◆ **Activity**
Copy each line below that contains "Monte".

□ □ □ □ □

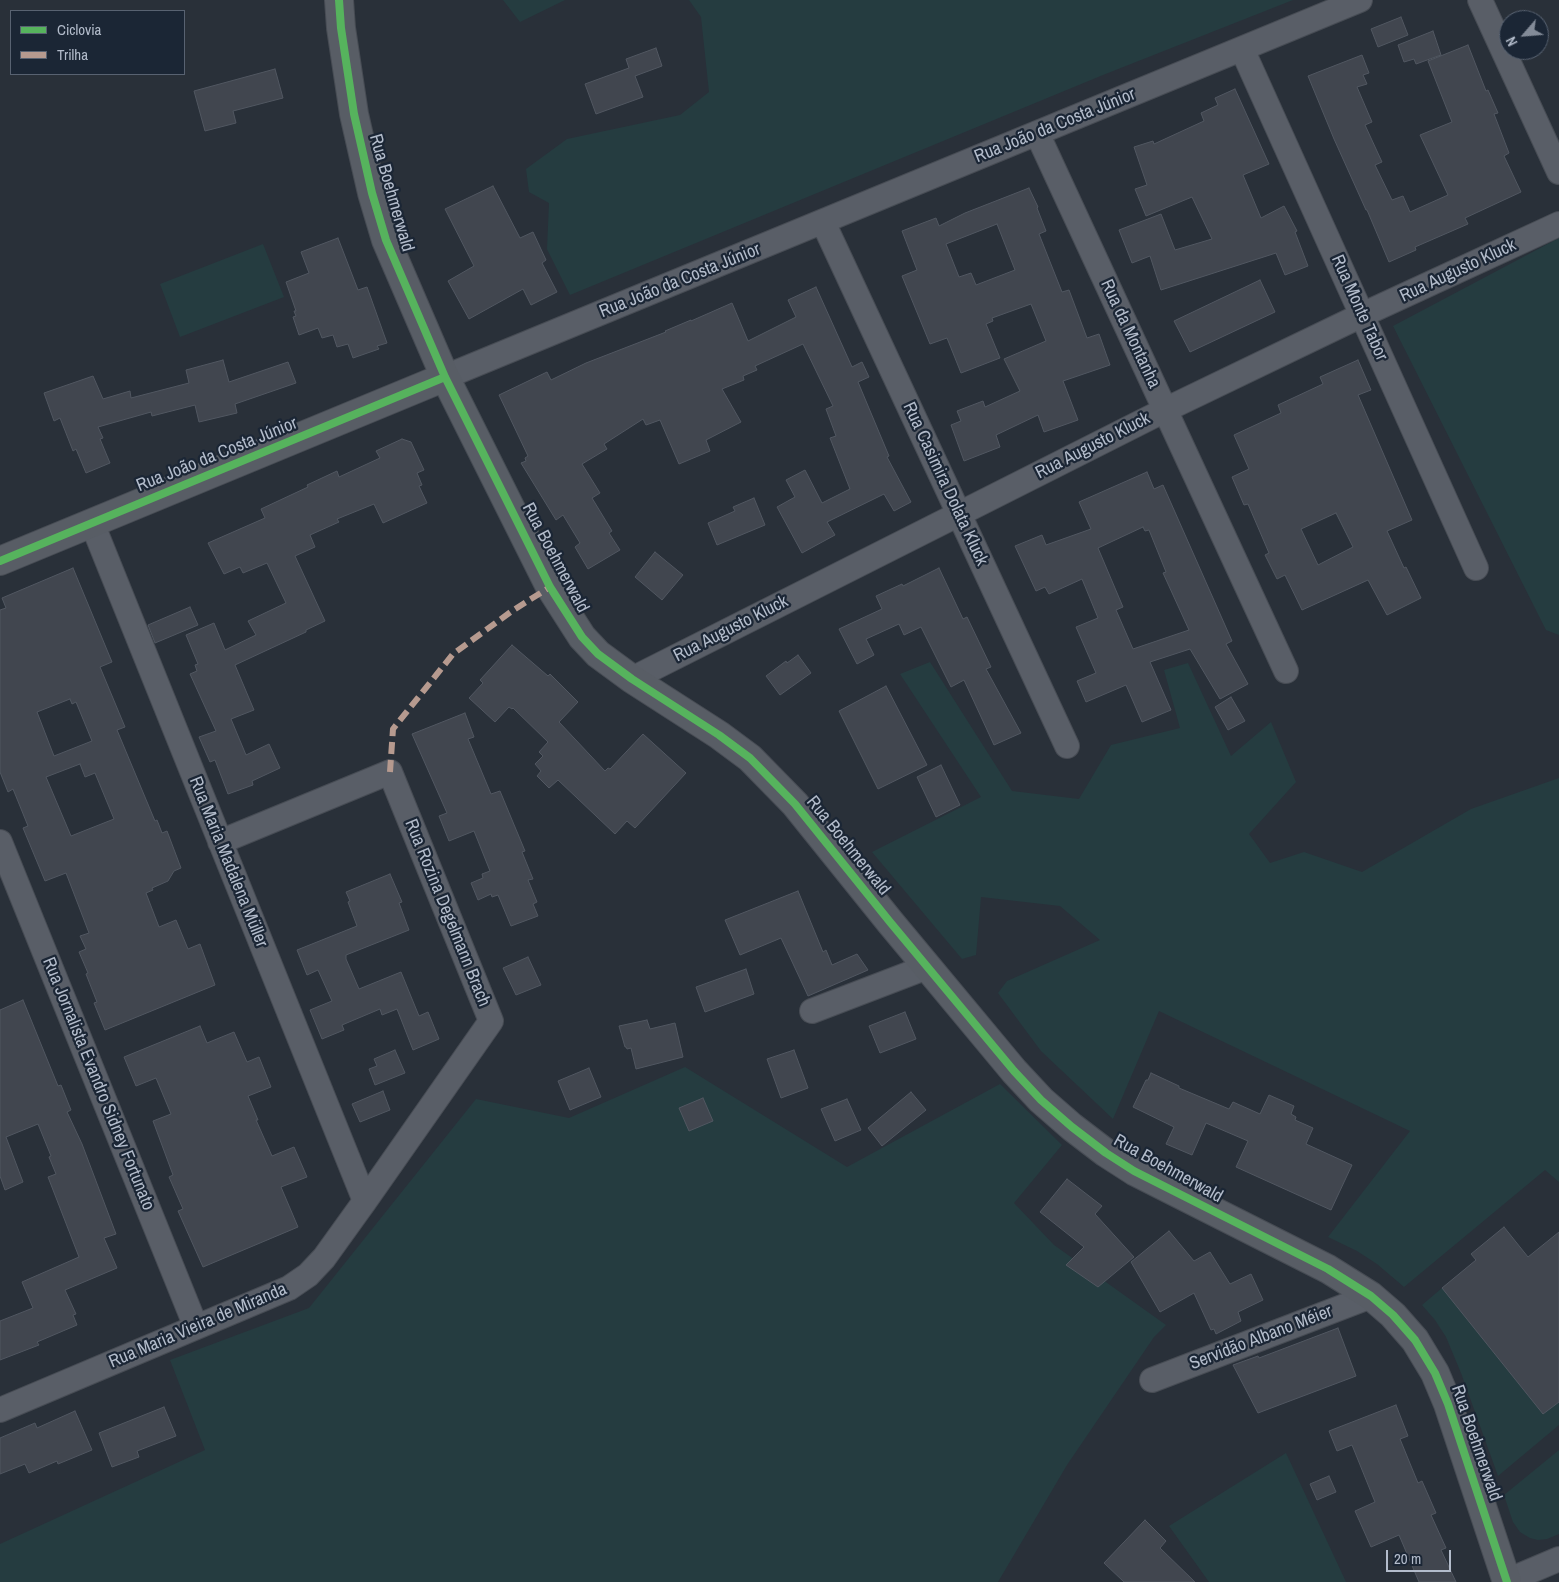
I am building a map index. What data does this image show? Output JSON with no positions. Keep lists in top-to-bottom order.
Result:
{
  "streets": {
    "main road": ["Rua João da Costa Júnior", "Rua Boehmerwald"],
    "street": [
      "Rua Augusto Kluck",
      "Rua Monte Tabor",
      "Rua da Montanha",
      "Rua Casimira Dolata Kluck",
      "Rua Maria Madalena Müller",
      "Rua Rozina Degelmann Brach",
      "Rua Jornalista Evandro Sidney Fortunato",
      "Rua Maria Vieira de Miranda",
      "Servidão Albano Méier"
    ]
  },
  "crossings": [
    ["Rua João da Costa Júnior", "Rua Boehmerwald"],
    ["Rua João da Costa Júnior", "Rua Monte Tabor"],
    ["Rua João da Costa Júnior", "Rua da Montanha"],
    ["Rua João da Costa Júnior", "Rua Casimira Dolata Kluck"],
    ["Rua João da Costa Júnior", "Rua Maria Madalena Müller"],
    ["Rua Boehmerwald", "Rua Augusto Kluck"],
    ["Rua Boehmerwald", "Servidão Albano Méier"],
    ["Rua Augusto Kluck", "Rua Monte Tabor"],
    ["Rua Augusto Kluck", "Rua da Montanha"],
    ["Rua Augusto Kluck", "Rua Casimira Dolata Kluck"],
    ["Rua Maria Madalena Müller", "Rua Rozina Degelmann Brach"],
    ["Rua Maria Madalena Müller", "Rua Maria Vieira de Miranda"],
    ["Rua Rozina Degelmann Brach", "Rua Maria Vieira de Miranda"],
    ["Rua Jornalista Evandro Sidney Fortunato", "Rua Maria Vieira de Miranda"]
  ],
  "legend": ["Ciclovia", "Trilha"],
  "scale_bar": "20 m",
  "north": "bottom left"
}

□ □ □ □ □

◆ **Your response**
      "Rua Monte Tabor",
    ["Rua João da Costa Júnior", "Rua Monte Tabor"],
    ["Rua Augusto Kluck", "Rua Monte Tabor"],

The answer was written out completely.